**Problem statement:**
Please retype the data below line for line and leave out every picture.

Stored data
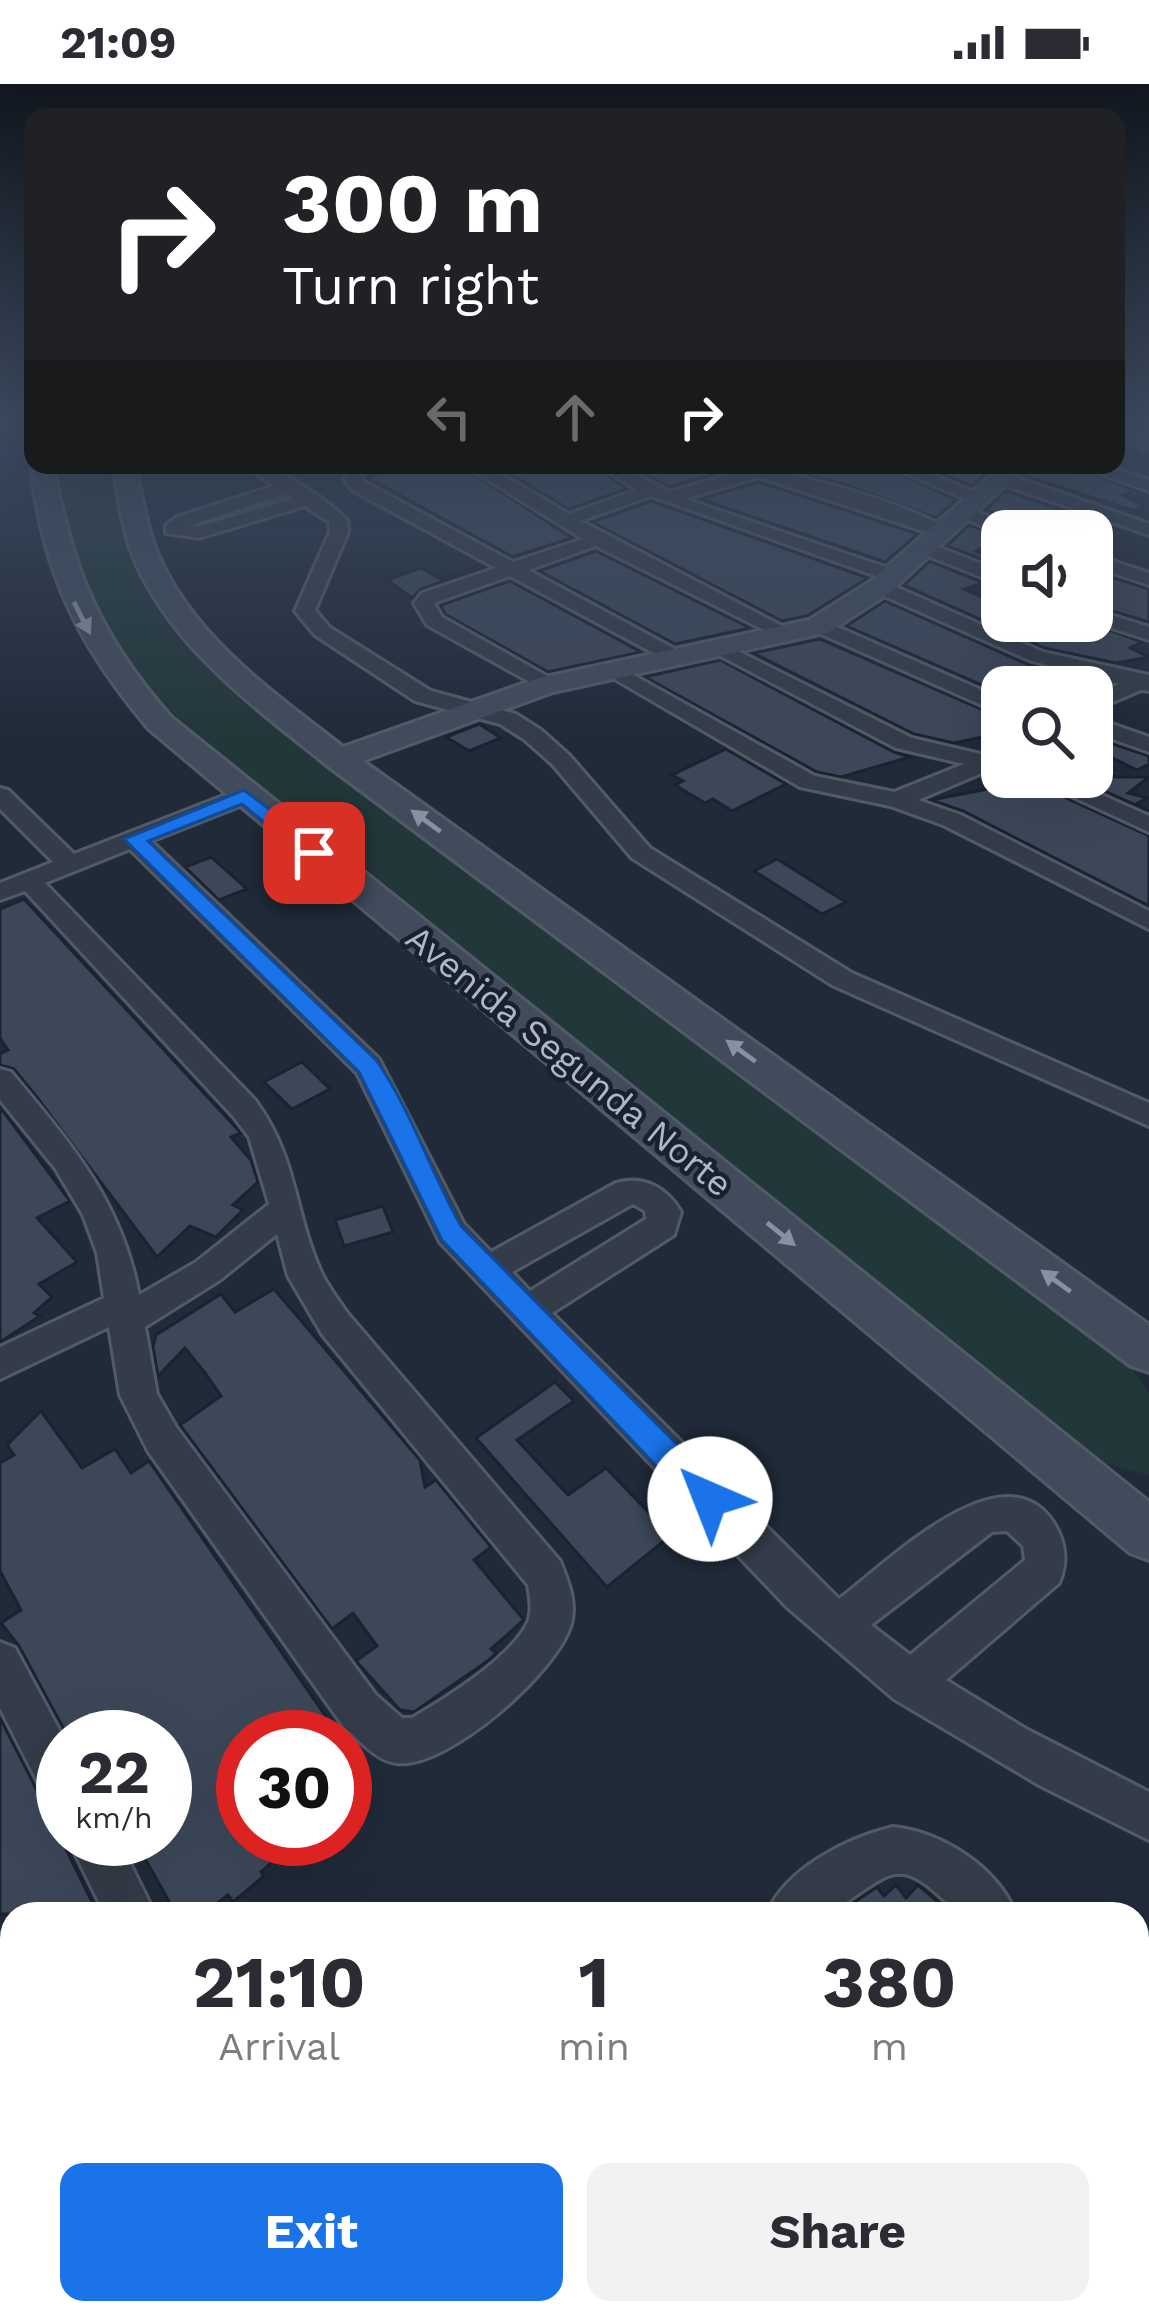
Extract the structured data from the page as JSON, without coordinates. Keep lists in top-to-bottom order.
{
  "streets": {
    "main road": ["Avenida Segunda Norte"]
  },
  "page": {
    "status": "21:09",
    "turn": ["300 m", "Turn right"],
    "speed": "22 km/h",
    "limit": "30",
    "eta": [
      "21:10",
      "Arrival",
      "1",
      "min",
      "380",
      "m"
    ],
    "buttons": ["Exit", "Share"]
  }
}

**Response to the exercise:**
Extract the structured data from the page as JSON, without coordinates. Keep lists in top-to-bottom order.
{
  "streets": {
    "main road": ["Avenida Segunda Norte"]
  },
  "page": {
    "status": "21:09",
    "turn": ["300 m", "Turn right"],
    "speed": "22 km/h",
    "limit": "30",
    "eta": [
      "21:10",
      "Arrival",
      "1",
      "min",
      "380",
      "m"
    ],
    "buttons": ["Exit", "Share"]
  }
}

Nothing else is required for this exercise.